Lieutenant Bassler stayed quiet for so long, Armstrong wondered if he’d said something dumb. Well, too bad if he had. Bassler shouldn’t have asked him if he didn’t want to know what he thought. Then the young officer said, “You know, Grimes, I’m going to pass that up the line. We don’t think about the Negroes in the CSA as much as we should. I’m sure we’re doing some things to help them, same as the Confederates did what they could to help the Mormons in Utah.”

“Mostly the Mormons used our weapons, sir,” Armstrong said. “That way, they could get ammo from us. Sometimes they took our guns, too. But they already had a lot when we got there, yeah.”

“Uh-huh,” Bassler said. “But that’s not my point.
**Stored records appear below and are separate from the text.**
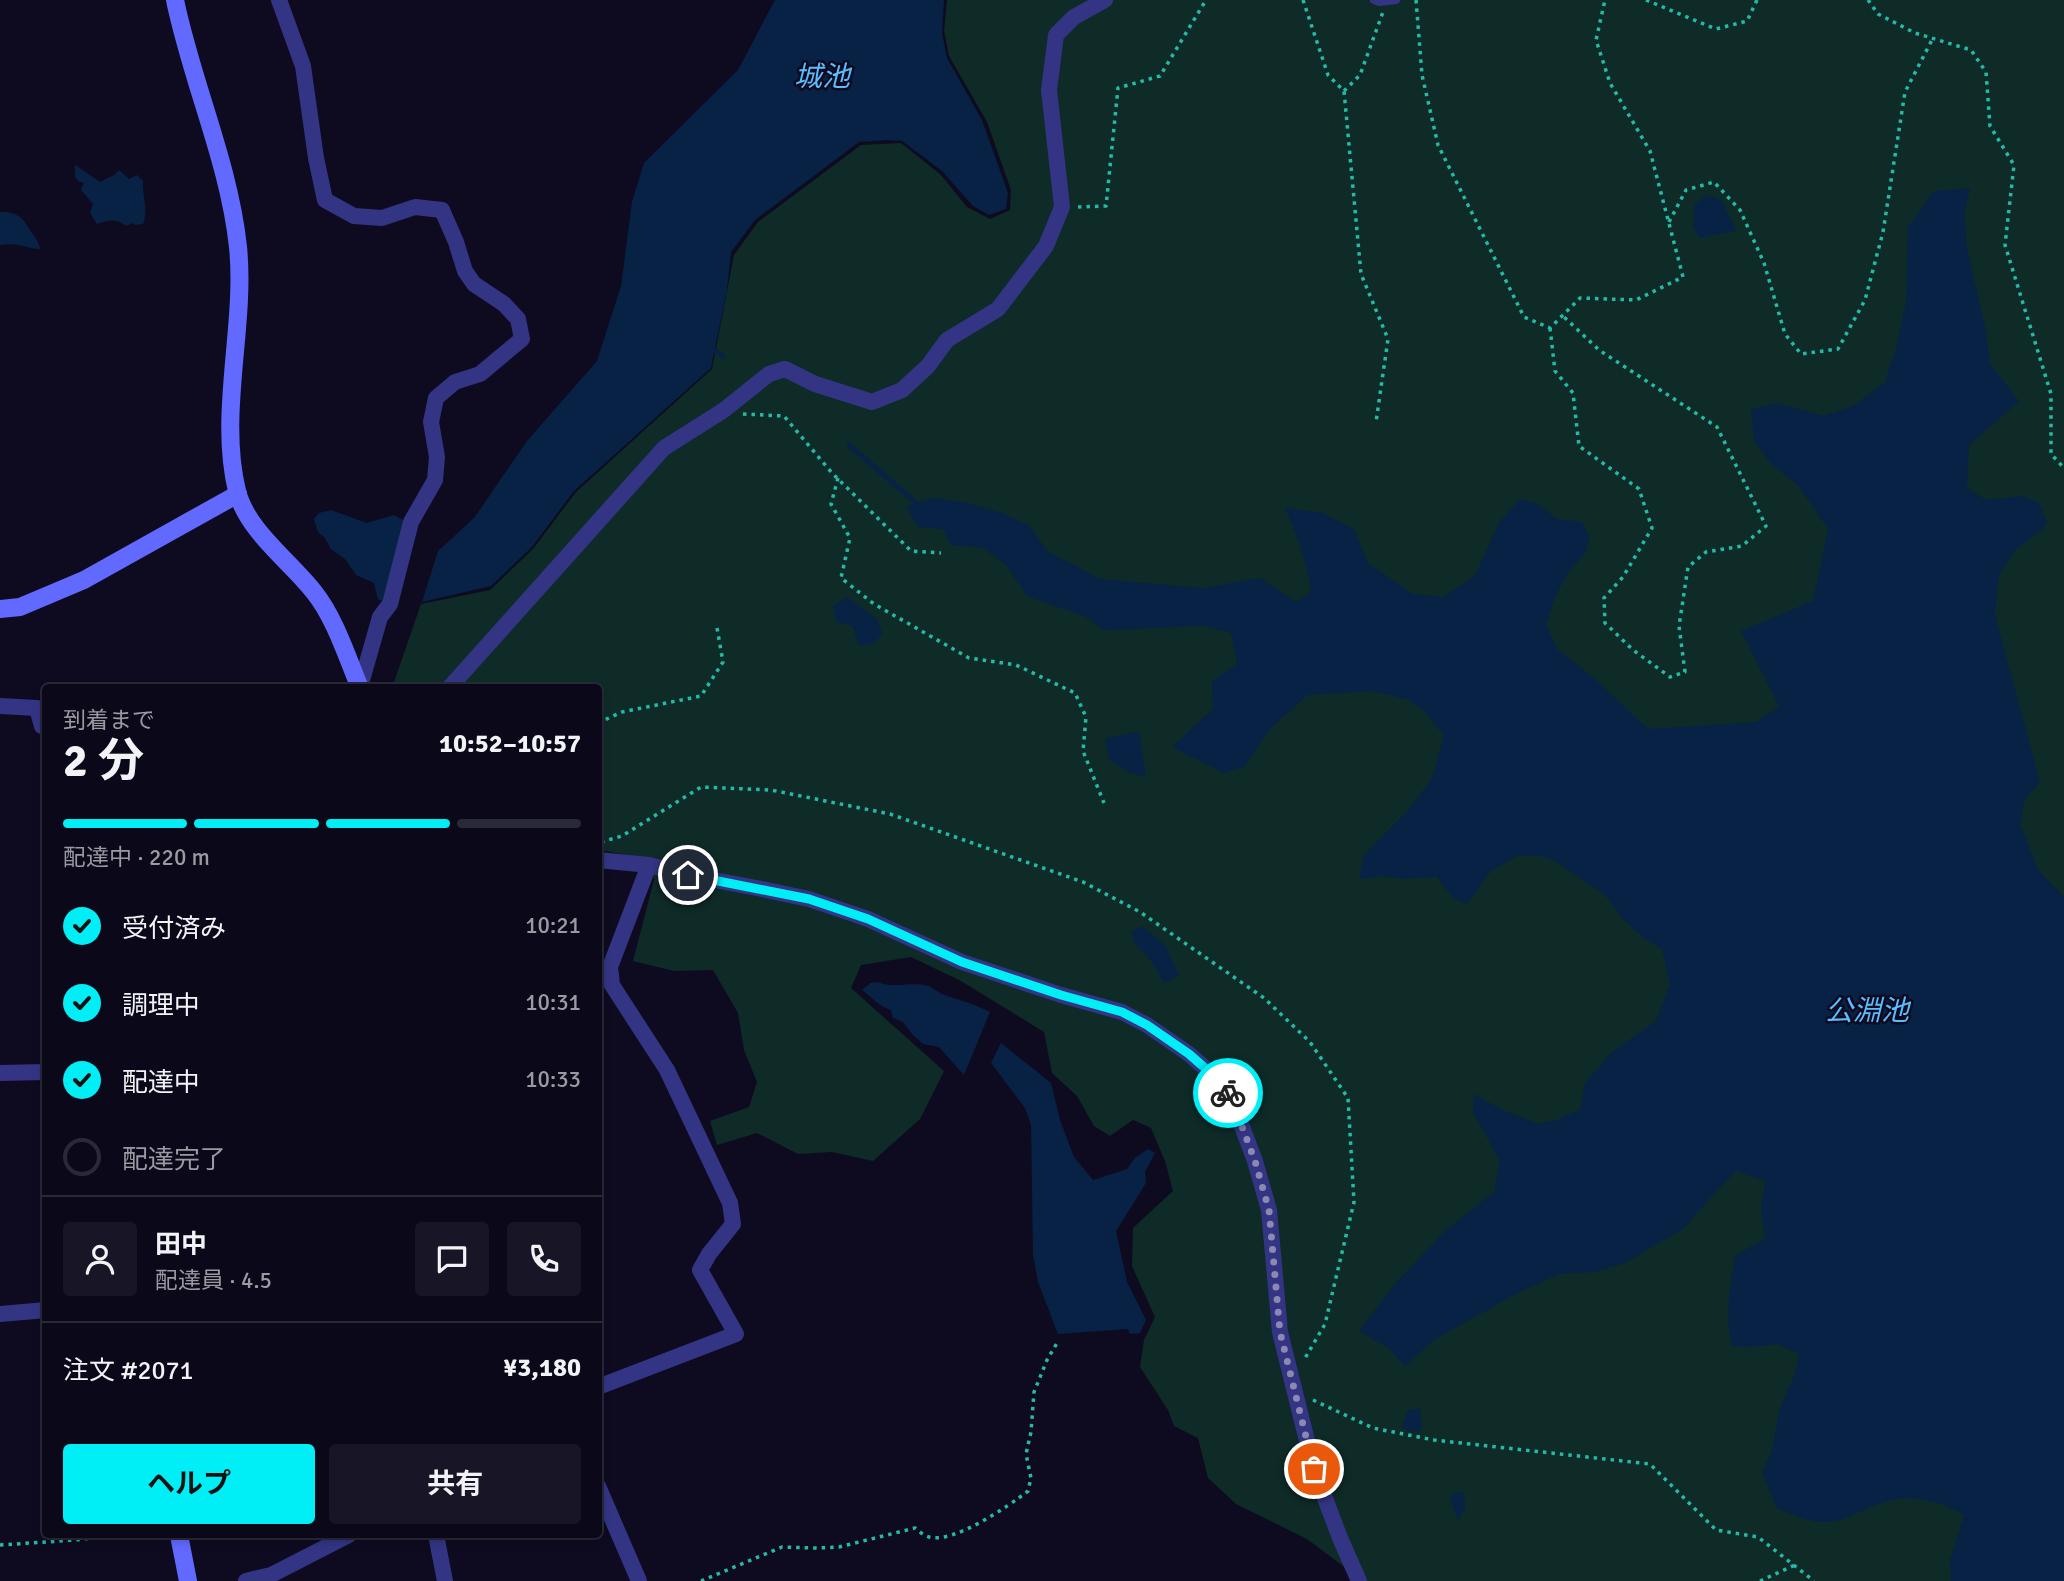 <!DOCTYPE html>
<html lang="ja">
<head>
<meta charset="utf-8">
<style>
	:root { --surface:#0a0819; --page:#181626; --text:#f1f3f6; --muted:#999aa2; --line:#2a2938; --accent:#00eef6 }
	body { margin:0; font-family:Signika,"Noto Sans JP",sans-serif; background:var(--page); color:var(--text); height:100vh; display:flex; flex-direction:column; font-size:26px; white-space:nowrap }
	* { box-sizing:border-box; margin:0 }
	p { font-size:23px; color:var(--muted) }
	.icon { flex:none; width:38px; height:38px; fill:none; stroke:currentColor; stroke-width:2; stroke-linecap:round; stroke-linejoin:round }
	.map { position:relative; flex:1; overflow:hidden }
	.panel { position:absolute; left:42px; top:684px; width:560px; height:854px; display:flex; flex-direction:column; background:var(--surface); border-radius:7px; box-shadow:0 4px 10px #0003,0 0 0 2px var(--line) }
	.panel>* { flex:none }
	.pin { position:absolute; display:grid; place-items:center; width:60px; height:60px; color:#fff; margin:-30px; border:4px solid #fff; border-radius:50%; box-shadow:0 2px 7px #0007 }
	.courier { position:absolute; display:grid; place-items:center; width:70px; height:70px; margin:-35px; border:5px solid #00eef6; border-radius:50%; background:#fff; color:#222; box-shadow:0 2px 9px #0007 }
	.overview em { font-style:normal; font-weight:700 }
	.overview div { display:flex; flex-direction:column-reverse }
	.overview { display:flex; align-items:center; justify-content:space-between; height:119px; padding:0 21px }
	h1 { font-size:46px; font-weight:700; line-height:52px }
	.bar { display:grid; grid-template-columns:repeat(4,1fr); gap:10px 7px; align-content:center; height:84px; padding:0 21px }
	.bar i { height:9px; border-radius:5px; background:var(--line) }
	.bar .current { background:var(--accent) }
	.bar p { grid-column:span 4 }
	.line { display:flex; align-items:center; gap:18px; padding:0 21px; border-top:2px solid var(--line) }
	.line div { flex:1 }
	.round { display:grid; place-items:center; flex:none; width:74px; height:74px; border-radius:7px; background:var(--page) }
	ol { padding:0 21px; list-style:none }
	li { display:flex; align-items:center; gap:21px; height:77px }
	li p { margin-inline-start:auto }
	li .icon { padding:7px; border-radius:50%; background:var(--accent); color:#111; stroke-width:4 }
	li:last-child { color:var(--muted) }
	li i { width:38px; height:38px; border:4px solid var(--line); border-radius:50% }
	.cta { display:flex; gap:14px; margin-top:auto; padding:14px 21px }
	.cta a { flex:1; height:80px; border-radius:7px; background:var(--accent); color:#111; font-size:28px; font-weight:700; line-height:80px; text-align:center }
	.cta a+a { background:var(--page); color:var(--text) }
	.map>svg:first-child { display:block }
	.green { fill:#0e2b28 }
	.water { fill:#072244 }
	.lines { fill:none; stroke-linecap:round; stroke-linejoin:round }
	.stream { stroke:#072244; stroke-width:5 }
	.path { stroke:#24baa7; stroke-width:3.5; stroke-dasharray:3.5 5; stroke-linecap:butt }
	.lane { stroke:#333584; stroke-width:8 }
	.street { stroke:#333584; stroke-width:16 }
	.secondary { stroke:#6269ff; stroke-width:18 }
	.done { stroke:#8b88b1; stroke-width:7; stroke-dasharray:0 12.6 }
	.route { stroke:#00eef6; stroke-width:9 }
	.labels { text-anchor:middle; stroke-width:5; stroke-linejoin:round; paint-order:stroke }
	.water-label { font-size:28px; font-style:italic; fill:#59bdff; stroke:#0e0b21 }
</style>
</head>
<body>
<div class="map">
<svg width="2064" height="1581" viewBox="0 0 2064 1581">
	<rect width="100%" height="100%" fill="#0e0b21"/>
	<!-- green -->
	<polygon class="green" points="947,0 2064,0 2064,1581 1363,1581 1307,1539 1236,1504 1208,1478 1198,1438 1174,1426 1168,1410 1140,1367 1144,1340 1155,1317 1132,1266 1133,1228 1173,1191 1165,1161 1151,1128 1133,1120 1110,1136 1094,1126 1077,1096 1052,1073 1044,1032 961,981 911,957 861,965 851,988 944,1071 920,1119 873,1161 832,1152 798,1154 757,1133 717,1145 710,1121 749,1107 757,1082 744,1050 738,1013 713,970 674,971 633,961 654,880 651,859 599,850 598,688 392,688 421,604 490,590 533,549 576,492 712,369 734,255 758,222 861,145 901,143 940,174 967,207 990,219 1010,210 1011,190 987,122 949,56 944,31"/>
	<!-- water -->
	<g class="water">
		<polygon points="775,0 944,0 942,33 947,58 982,120 1008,193 1006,209 989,215 973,206 942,171 902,141 888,140 859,142 755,220 731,252 727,290 711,368 574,491 532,547 491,586 422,602 438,551 474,518 527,441 597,361 621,286 632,202 644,163 738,70"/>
		<path d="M75,165L100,182L114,175L119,170L129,179L137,175L143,181C142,195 149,211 143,224L135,225L132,223L126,226C117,218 108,220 97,224L90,213L93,204L81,190L84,183L78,181L75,177Z"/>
		<path d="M1970,188L1964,214L1967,248L1985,327L1990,364L2019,401L1969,445L1967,488L1986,500L2022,496L2039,503L2047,522L2043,529L2015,550L1999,575L1995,615L2040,782L2025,799L2020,824L2038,870L2064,897V1581H1951L1950,1560L1964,1515C1932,1497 1904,1493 1870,1507C1854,1514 1843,1522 1824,1522C1809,1523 1791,1513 1777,1509L1762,1472L1772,1451L1779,1410L1795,1374L1799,1354L1777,1344L1753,1347L1732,1346C1724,1315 1730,1287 1735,1256L1765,1238L1761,1211L1765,1181L1736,1171L1712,1196L1683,1229L1625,1263L1595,1272L1559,1274L1518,1293L1435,1339L1405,1366L1388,1348L1359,1331L1394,1285L1445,1231L1494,1192L1500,1161L1473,1112L1474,1094L1502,1110L1539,1124L1559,1119L1580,1109L1585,1083L1612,1052L1656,1021L1670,984L1662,949L1646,940L1622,918L1605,895L1555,861L1540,856H1517L1490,872L1467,904L1454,899L1437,877L1403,879L1383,876L1359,879L1364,855L1411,807L1432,778L1444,736L1425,712L1409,700L1374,691L1307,695L1271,728L1244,767L1224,773L1172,747L1213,709L1212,681L1237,664L1231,633L1204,626L1104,630L1084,616L1027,596L1006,565L983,548L951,545L943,529L918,527L906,506L934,498L964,502L1002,513L1030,526L1047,551L1100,579L1203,588L1260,578L1296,602L1311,592C1307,561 1297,535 1285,508L1323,513L1354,529L1368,563L1413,594L1443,597L1475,576L1499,523L1520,499L1538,504L1557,519L1582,522L1589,537L1586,552L1567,574L1555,597L1546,624L1557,649L1594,678L1648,729L1757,722L1779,706L1741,631L1813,601L1828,529L1798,485L1772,465L1754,440L1751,409L1777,403L1823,416L1853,406L1885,382L1896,349L1906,302L1908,227L1934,191Z"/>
		<polygon points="1707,195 1721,200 1737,231 1699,238 1693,225 1695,204"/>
		<path d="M0,212C18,211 24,219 32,233C36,239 39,242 40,249C23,248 20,242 0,245Z"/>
		<polygon points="331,510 367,523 394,515 405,521 384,602 378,599 374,583 356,575 346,560 331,549 325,538 318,532 314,519 319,513"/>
		<polygon points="847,597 877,619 882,633 875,643 859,646 853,627 836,621 833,606"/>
		<polygon points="1139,731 1146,777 1128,772 1109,759 1105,739"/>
		<polygon points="1142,926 1165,945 1179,975 1164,983 1149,958 1134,943 1132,931"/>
		<path d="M878,982C894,989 910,981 928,986C933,987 937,992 942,994C958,1000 975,1004 990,1012L964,1075L939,1047L923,1044L913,1035L903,1022L893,1018L891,1010C879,1007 872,997 862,990L870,983Z"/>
		<polygon points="1001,1043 1051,1083 1060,1120 1074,1157 1093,1180 1127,1169 1135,1158 1148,1149 1155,1153 1145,1172 1146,1183 1116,1231 1127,1282 1146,1320 1140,1333 1130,1334 1128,1329 1058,1334 1038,1282 1033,1255 1031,1125 1025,1108 991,1063"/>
		<polygon points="1420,1408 1422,1429 1416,1433 1402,1428 1408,1410"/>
		<polygon points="1453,1492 1464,1493 1465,1509 1458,1520 1450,1500"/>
	</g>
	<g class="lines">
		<!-- stream -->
		<g class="stream">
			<polyline points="711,348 723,356"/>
			<polyline points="849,445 921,507"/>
		</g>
		<!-- path -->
		<g class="path">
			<polyline points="1303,0 1328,75 1344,91 1361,274 1388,339 1376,422"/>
			<polyline points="1416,0 1422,75 1438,145 1524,317 1550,328 1580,298 1636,300 1683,277 1650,151 1610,83 1596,40 1605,0"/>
			<polyline points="1646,0 1716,29 1747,21 1757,0"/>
			<polyline points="1868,0 1878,14 1915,33 1971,50 1986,72 1990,126 2014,165 2005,245 2051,394 2051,454 2064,468"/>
			<polyline points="1344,91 1360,75 1383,12"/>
			<polyline points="1078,207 1106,206 1118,88 1160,76 1206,0"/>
			<polyline points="1669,222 1686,190 1714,182 1740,210 1764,263 1785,334 1801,354 1838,349 1865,300 1883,232 1905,92 1933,38"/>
			<polyline points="1550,328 1555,371 1573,393 1579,446 1639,489 1652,528 1623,577 1604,598 1605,623 1633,650 1670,677 1685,672 1679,626 1688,567 1706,552 1742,546 1766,526 1717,427 1599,350 1563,316"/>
			<polyline points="743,414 784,416 832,473 911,551 941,553"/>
			<polyline points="838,478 831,504 850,538 841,578 874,604 969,658 1016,665 1075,693 1086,717 1083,751 1104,803"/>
			<polyline points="598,723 622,712 701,696 723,662 717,628"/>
			<polyline points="598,831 600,841"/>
			<polyline points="601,842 622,836 701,787 771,790 890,814 1083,882 1140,912 1264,998 1310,1042 1348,1098 1354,1202 1325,1324 1304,1360"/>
			<polyline points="1313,1400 1373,1428 1434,1440 1650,1464 1716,1530 1758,1537 1814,1581"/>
			<polyline points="0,1545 76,1540 114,1535"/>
			<path d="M701,1581L782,1547L817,1548L839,1547L915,1528C919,1531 924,1536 929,1537C953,1544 1009,1506 1028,1491L1031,1478L1026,1454L1031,1432L1034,1392L1047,1360L1057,1343"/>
			<polyline points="1760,1581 1795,1565"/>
		</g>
		<!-- lane -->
		<polyline class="lane" points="1374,0 1379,2 1396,0"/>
		<!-- street -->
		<g class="street">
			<polyline points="279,0 303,66 316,158 325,200 354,216 382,218 415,207 442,210 456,242 465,271 474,284 504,304 518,319 522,339 480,374 455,382 436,398 431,422 437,457 435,480 411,522 390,604 380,617 360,687"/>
			<polyline points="449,688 664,448 724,410 769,374 785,369 815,384 872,402 902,390 928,366 947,340 998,309 1046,246 1062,207 1049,90 1056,35 1074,17 1105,0"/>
			<polyline points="0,706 37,708 42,726 46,727"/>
			<polyline points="598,860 649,865 688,875 762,889 809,899 868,919 962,962 1061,995 1122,1012 1147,1025 1189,1054 1222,1083 1232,1100 1255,1161 1269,1210 1280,1332 1314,1469 1340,1538 1359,1581"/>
			<polyline points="0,1073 46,1072"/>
			<polyline points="0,1314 46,1310"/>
			<polyline points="598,1387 736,1334 700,1270 709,1254 733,1224 730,1203 667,1070 612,985 610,967 649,865"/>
			<polyline points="598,1486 639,1581"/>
			<polyline points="436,1535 445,1581"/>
			<polyline points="246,1581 271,1575 349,1535"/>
		</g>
		<!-- secondary -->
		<g class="secondary">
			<path d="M175,0C192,83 229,162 238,247C246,326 218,413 237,491C247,531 290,561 314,592C335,618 347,657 360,688"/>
			<polyline points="0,609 20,607 84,580 238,494"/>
			<polyline points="179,1535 188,1581"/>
		</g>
	</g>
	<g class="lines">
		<!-- done -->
		<polyline class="done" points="1228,1093 1232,1100 1255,1161 1269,1210 1280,1332 1314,1469"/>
		<!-- route -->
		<polyline class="route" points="688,875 809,899 868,919 962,962 1061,995 1122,1012 1147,1025 1189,1054 1222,1083 1228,1093"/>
	</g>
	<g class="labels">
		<!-- water labels -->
		<g class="water-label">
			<text x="822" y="86">城池</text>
			<text x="1867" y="1020">公淵池</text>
		</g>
	</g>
</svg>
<div class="pin" style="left:1314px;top:1469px;background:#ea580c"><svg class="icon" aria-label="bag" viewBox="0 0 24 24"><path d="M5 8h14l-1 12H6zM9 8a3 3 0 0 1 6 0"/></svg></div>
<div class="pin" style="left:688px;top:875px;background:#1f2937"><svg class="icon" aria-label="home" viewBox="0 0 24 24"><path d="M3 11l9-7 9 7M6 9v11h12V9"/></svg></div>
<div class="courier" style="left:1228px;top:1093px"><svg class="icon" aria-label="bike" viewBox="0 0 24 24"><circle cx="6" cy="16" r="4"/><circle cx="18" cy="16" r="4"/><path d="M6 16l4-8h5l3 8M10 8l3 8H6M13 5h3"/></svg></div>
<section class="panel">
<div class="overview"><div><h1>2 分</h1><p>到着まで</p></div><em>10:52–10:57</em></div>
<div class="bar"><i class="current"></i><i class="current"></i><i class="current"></i><i></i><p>配達中 · 220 m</p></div>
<ol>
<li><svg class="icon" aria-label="check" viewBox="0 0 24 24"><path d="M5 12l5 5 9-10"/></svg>受付済み<p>10:21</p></li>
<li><svg class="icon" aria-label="check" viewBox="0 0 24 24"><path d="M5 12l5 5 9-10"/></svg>調理中<p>10:31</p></li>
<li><svg class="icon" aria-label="check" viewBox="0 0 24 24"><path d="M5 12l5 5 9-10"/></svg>配達中<p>10:33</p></li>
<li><i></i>配達完了</li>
</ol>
<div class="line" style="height:126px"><a class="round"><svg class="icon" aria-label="person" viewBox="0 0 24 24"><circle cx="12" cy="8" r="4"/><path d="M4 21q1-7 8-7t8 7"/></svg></a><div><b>田中</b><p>配達員 · 4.5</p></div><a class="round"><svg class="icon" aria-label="chat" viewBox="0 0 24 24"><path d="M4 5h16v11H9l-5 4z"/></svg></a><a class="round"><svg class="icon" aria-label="phone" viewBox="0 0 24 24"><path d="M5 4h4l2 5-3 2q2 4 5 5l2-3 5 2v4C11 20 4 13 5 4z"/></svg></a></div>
<div class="line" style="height:91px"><div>注文 #2071</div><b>¥3,180</b></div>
<div class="cta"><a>ヘルプ</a><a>共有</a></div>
</section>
</div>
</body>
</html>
My point is that we ought to be using the Negroes systematically, and we aren’t. Somebody with stars on his shoulder straps needs to think about that. Maybe the President does, too.”

Armstrong was convinced they wouldn’t think about it on the suggestion of a no-account noncom. Then they drove through the gap between Lookout Mountain and Missionary Ridge, the gap U.S. forces now held. Bare-chested gun bunnies fed 105s that sent death down into Georgia. Eyeing the high ground to either side, Armstrong said, “My hat’s off to those paratroopers. They saved us a world of grief.”

“You can sing that in church, Sergeant,” Bassler said. “We got over the Tennessee with a ruse, and we took the mountains with a trick. Makes you wonder what we’ll have to do to go forward from here.”

“Well, the country looks easier, anyway,” Armstrong said. “If we start banging barrels through the gap, can those butternut bastards stop us?”